In a wet Indonesian tobacco field, a slew of children pick at leaves with no protection from nicotine poisoning. Asked if she ever gets sick, a little girl replies sheepishly: "Only coughing." At a rehab facility for rescued Indian youth laborers, bow-legged after years of stitching, the kids remain too shell-shocked to comprehend their new freedom. Children chip away at cobalt (used in the manufacturing of electronics) or hack at oil palms (for chocolate and beauty products).
Even the most hard-hearted viewers will find it difficult to watch the many third-world child labor atrocities in Shraysi Tandon's doleful, scathing documentary Invisible Hands. Tandon uses hidden cameras to capture several perilous, gripping rescue missions; it's commendable to see, on screen, effective if preliminary action toward change.
But overall, Invisible Hands lacks focus. Rather than targeting its rage at the most egregious megacorporations, calling for specific boycotts, it swipes broadly at consumerism as a whole. It balks at businesses, such as Nestle, willfully turning a blind eye to the practices of contractors in rural areas, away from these companies' official manufacturing plants and their watchdog inspectors.

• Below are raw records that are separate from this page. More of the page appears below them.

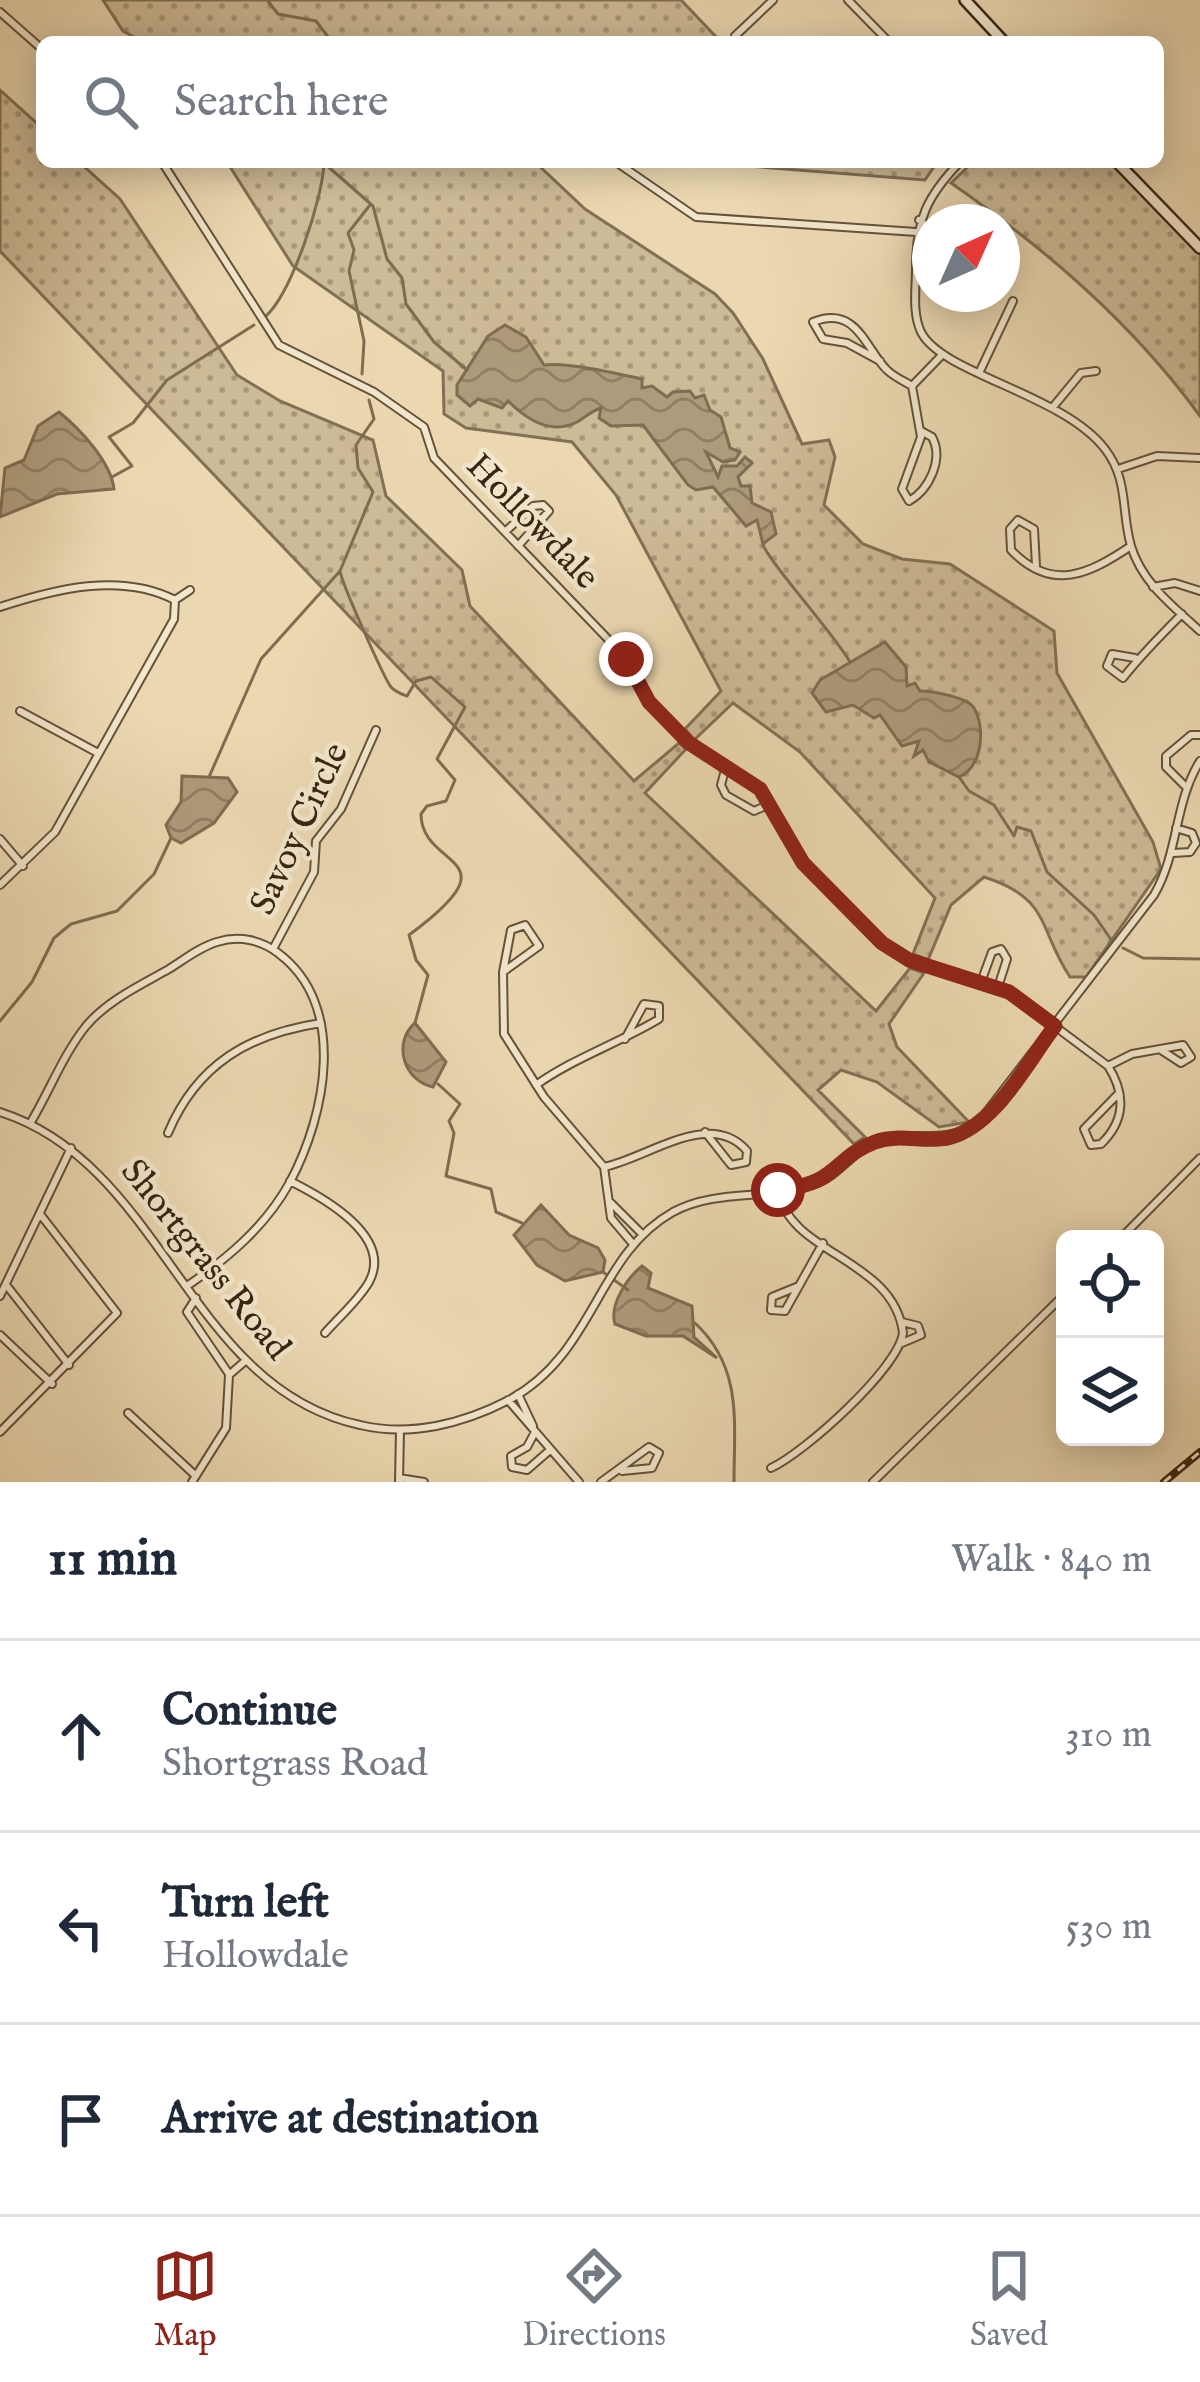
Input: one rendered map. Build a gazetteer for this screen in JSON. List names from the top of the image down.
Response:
{
  "streets": {
    "street": ["Hollowdale", "Savoy Circle", "Shortgrass Road"]
  },
  "crossings": [
    ["Hollowdale", "Shortgrass Road"]
  ],
  "north": "top right",
  "page": {
    "search": "Search here",
    "heading": ["11 min", "Walk · 840 m"],
    "list": [
      ["Continue", "Shortgrass Road", "310 m"],
      ["Turn left", "Hollowdale", "530 m"],
      "Arrive at destination"
    ],
    "nav": ["Map", "Directions", "Saved"]
  }
}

But it offers little guidance in how viewers can help fight this system, which seems all-encompassing. Sadly, even the thriftiest commune dweller likely purchases some items that were developed inhumanely.
Invisible Hands' most haunting moments are small, as when a teenaged farm manager admits nervously that several younger employees were abducted from neighboring countries, or when a Ghanaian undercover journalist appears with prosthetics and beads covering his face.